Calls per-test _prepare_* helpers to get either a skip reason or a kwargs dict for the worker.
Groups runnable configs by num_gpus and chunks them into batches of CP_TEST_BATCH_SIZE (default 16).
Launches one torchrun per chunk; the worker initialises NCCL once and runs all configs in the chunk inside the same world.

Per-config results are flushed to JSON after every config so a crash mid-batch still leaves earlier results intact.

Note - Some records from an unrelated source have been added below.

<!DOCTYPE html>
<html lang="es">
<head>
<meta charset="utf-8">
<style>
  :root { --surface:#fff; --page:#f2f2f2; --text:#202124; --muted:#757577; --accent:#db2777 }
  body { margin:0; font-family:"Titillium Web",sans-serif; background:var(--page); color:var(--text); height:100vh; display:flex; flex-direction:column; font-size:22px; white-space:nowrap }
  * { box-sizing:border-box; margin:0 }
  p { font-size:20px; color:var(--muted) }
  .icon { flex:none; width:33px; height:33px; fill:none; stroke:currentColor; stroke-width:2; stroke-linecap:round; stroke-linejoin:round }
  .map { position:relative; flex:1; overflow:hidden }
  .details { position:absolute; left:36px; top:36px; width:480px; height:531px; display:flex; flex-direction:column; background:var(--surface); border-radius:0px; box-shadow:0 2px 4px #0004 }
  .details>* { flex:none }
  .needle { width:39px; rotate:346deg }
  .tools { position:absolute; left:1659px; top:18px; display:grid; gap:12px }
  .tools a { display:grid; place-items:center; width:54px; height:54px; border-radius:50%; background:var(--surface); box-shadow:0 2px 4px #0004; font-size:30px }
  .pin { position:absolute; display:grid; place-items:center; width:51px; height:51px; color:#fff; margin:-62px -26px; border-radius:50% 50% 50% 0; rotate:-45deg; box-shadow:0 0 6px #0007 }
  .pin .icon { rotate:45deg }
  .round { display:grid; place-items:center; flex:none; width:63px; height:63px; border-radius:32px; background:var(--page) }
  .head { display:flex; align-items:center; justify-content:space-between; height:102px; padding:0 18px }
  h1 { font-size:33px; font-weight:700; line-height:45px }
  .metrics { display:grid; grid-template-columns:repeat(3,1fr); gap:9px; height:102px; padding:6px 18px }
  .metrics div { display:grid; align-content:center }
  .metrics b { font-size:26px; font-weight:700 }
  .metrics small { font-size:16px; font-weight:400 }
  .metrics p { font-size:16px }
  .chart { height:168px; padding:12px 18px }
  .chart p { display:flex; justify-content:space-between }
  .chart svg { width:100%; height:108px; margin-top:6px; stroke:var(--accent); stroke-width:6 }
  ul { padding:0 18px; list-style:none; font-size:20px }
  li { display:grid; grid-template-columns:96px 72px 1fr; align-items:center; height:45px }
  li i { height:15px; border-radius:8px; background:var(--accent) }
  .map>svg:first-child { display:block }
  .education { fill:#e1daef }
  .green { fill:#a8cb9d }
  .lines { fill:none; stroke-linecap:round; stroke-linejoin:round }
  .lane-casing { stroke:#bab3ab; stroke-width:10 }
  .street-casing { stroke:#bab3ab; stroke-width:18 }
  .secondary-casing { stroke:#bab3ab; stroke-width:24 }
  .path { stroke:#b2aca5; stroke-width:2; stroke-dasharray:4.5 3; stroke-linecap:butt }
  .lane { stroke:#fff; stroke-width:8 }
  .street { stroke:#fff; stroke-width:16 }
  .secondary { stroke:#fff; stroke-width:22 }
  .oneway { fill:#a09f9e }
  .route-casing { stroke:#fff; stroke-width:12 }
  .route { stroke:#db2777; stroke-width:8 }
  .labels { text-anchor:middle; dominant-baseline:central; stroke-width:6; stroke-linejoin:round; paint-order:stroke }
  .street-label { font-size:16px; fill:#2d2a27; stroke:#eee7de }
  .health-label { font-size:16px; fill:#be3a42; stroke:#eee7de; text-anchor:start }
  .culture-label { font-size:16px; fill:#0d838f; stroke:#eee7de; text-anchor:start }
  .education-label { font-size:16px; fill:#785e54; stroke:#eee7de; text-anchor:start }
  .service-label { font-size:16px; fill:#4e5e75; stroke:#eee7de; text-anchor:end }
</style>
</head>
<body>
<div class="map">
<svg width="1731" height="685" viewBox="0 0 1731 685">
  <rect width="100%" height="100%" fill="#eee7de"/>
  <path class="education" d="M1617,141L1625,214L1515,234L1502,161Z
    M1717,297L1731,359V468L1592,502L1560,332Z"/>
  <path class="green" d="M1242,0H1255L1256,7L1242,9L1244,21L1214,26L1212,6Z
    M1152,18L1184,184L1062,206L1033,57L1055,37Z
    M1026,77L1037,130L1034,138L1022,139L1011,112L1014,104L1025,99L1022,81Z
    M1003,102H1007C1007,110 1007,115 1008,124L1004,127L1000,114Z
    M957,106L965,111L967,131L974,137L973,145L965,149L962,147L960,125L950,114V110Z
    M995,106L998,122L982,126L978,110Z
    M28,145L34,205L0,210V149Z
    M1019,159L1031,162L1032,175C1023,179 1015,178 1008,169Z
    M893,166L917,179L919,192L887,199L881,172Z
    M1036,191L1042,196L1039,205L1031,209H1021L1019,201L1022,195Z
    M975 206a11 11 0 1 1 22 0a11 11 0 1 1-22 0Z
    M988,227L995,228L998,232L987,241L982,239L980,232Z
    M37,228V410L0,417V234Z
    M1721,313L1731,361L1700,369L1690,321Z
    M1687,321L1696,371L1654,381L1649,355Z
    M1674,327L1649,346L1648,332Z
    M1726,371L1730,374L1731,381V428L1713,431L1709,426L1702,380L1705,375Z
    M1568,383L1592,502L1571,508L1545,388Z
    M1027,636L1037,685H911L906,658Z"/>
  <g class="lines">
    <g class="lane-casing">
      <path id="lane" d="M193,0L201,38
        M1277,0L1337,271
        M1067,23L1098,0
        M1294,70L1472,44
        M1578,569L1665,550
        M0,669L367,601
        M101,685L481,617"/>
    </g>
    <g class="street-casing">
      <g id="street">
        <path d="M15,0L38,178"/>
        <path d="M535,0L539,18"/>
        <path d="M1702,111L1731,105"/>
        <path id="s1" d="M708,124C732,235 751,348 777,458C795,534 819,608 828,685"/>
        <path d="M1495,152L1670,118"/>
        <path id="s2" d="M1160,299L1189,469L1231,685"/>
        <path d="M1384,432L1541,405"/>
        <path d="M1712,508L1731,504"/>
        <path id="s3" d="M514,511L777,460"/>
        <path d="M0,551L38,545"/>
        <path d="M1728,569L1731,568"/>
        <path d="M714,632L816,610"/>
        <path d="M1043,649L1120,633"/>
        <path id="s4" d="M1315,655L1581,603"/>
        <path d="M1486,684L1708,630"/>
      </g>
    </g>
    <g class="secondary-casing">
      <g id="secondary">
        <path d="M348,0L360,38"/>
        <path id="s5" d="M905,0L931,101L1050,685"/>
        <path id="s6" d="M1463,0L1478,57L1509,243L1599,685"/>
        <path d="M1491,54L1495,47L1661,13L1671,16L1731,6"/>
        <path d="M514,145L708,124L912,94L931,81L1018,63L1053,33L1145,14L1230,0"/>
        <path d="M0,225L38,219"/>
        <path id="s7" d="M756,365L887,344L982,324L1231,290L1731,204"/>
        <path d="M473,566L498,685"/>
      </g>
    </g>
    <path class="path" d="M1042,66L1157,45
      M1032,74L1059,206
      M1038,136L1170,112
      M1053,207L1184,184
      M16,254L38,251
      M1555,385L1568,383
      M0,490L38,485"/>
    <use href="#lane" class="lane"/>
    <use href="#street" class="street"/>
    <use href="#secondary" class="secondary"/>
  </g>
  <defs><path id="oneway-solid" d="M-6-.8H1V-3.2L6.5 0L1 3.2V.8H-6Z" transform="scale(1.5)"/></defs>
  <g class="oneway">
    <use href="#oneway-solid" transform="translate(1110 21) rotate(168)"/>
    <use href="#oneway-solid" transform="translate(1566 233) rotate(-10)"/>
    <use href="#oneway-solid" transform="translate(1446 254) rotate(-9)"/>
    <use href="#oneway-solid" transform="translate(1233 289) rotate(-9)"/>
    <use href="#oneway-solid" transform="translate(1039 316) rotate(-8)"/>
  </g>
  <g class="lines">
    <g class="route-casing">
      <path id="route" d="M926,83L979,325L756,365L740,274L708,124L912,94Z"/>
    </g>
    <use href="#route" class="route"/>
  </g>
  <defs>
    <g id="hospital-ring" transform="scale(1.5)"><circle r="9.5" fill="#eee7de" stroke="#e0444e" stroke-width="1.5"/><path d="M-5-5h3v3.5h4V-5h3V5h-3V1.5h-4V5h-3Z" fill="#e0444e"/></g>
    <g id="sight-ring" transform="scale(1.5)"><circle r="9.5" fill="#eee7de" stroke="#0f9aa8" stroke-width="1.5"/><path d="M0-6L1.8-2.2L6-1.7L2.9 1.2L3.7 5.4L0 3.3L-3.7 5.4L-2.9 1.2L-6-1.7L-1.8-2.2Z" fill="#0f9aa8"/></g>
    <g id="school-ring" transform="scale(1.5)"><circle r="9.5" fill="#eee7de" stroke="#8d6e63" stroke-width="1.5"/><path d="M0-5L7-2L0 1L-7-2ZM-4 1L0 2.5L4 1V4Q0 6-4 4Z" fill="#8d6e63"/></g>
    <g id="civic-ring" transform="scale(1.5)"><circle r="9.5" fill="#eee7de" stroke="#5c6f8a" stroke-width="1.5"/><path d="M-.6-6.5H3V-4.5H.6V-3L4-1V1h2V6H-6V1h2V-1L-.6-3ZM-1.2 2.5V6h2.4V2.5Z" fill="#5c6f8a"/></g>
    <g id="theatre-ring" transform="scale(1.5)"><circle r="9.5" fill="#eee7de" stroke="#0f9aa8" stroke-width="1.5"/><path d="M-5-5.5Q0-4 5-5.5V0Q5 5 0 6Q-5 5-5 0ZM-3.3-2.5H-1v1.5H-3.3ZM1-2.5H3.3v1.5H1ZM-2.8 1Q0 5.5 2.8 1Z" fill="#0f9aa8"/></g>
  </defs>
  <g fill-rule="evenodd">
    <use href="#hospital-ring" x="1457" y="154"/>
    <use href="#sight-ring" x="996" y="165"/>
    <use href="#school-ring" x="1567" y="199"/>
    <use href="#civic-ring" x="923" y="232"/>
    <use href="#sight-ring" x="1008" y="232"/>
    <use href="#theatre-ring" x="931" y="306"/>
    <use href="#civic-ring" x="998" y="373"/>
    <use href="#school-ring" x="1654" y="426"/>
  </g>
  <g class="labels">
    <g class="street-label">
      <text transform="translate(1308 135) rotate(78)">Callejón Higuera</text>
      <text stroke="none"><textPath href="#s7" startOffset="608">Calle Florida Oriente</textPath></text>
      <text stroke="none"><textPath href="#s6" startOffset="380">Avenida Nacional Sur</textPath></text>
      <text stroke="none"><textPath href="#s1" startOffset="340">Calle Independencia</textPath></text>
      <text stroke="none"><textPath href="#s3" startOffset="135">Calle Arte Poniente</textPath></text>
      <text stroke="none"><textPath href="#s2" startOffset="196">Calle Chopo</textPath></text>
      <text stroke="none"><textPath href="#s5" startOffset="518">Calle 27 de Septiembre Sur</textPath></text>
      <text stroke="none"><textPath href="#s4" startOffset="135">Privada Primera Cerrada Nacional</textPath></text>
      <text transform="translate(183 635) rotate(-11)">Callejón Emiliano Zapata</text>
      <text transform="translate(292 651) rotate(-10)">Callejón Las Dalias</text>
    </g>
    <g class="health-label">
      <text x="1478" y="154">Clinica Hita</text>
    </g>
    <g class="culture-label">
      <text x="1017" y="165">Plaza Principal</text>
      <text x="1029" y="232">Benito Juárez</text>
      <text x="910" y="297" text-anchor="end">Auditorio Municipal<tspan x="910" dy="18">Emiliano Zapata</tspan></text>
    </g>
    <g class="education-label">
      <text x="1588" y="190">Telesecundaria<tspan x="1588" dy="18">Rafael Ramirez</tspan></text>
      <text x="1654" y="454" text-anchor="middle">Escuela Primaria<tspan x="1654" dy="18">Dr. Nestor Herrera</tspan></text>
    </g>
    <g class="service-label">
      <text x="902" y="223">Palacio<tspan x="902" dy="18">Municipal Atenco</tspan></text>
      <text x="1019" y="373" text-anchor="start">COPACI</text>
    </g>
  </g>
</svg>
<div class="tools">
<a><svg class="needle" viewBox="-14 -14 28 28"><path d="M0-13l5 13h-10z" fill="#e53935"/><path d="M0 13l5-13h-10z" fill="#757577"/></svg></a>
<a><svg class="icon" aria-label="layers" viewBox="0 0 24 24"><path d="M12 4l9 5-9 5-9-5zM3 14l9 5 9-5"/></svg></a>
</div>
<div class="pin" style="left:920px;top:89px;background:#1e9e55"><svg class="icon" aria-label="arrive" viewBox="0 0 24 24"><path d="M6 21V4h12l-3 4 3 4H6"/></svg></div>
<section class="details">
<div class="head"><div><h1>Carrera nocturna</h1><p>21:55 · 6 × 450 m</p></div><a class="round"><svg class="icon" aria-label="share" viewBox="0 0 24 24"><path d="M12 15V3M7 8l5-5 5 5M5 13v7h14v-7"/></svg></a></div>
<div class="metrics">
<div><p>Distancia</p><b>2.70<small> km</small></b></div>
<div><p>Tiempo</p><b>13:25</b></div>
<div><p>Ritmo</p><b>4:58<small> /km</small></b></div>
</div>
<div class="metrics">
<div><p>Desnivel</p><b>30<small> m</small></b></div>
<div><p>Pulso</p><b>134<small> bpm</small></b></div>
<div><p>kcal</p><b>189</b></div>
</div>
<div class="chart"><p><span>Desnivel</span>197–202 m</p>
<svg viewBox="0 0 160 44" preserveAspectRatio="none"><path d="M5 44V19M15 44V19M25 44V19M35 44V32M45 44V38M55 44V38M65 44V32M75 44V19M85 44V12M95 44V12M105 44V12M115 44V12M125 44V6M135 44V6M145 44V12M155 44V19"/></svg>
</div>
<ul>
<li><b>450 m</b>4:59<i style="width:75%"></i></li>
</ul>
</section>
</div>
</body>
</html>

Set CP_TEST_BATCH_SIZE=1 to bisect a failing batch.

Also includes a small bugfix in dot_product_attention/utils.py: the deterministic-FA3 disable condition was firing for any head_dim_qk > 128 (including inference); restrict it to is_training and large head dims.

Description

Please include a brief summary of the changes, relevant motivation and context.

Fixes # (issue)

Type of change

Documentation change (change only to the documentation, either a fix or a new content)
Bug fix (non-breaking change which fixes an issue)
New feature (non-breaking change which adds functionality)
Breaking change (fix or feature that would cause existing functionality to not work as expected)
Infra/Build change
Code refactoring

Changes

Please list the changes introduced in this PR:

Change A
Change B

Checklist:

I have read and followed the contributing guidelines
The functionality is complete
I have commented my code, particularly in hard-to-understand areas
I have made corresponding changes to the documentation
My changes generate no new warnings
I have added tests that prove my fix is effective or that my feature works
New and existing unit tests pass locally with my changes

greptile-apps · 2026-05-06T22:57:46Z

Greptile Summary

This PR replaces the one-torchrun-per-test approach for context-parallel attention tests with a session-scoped fixture that batches configs by GPU count and runs each batch in a single torchrun, eliminating 1.5–3 hours of redundant NCCL init/destroy overhead across ~650–800 tests. A small bugfix also restricts the deterministic-FA3 disable condition to training-only scenarios.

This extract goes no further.